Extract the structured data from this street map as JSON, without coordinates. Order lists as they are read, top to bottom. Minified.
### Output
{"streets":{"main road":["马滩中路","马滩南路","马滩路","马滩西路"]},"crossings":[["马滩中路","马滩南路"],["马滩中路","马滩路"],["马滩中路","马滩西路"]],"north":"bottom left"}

## Try it:
Could you copy each line above word for word?

## Reply:
Extract the structured data from this street map as JSON, without coordinates. Order lists as they are read, top to bottom. Minified.
### Output
{"streets":{"main road":["马滩中路","马滩南路","马滩路","马滩西路"]},"crossings":[["马滩中路","马滩南路"],["马滩中路","马滩路"],["马滩中路","马滩西路"]],"north":"bottom left"}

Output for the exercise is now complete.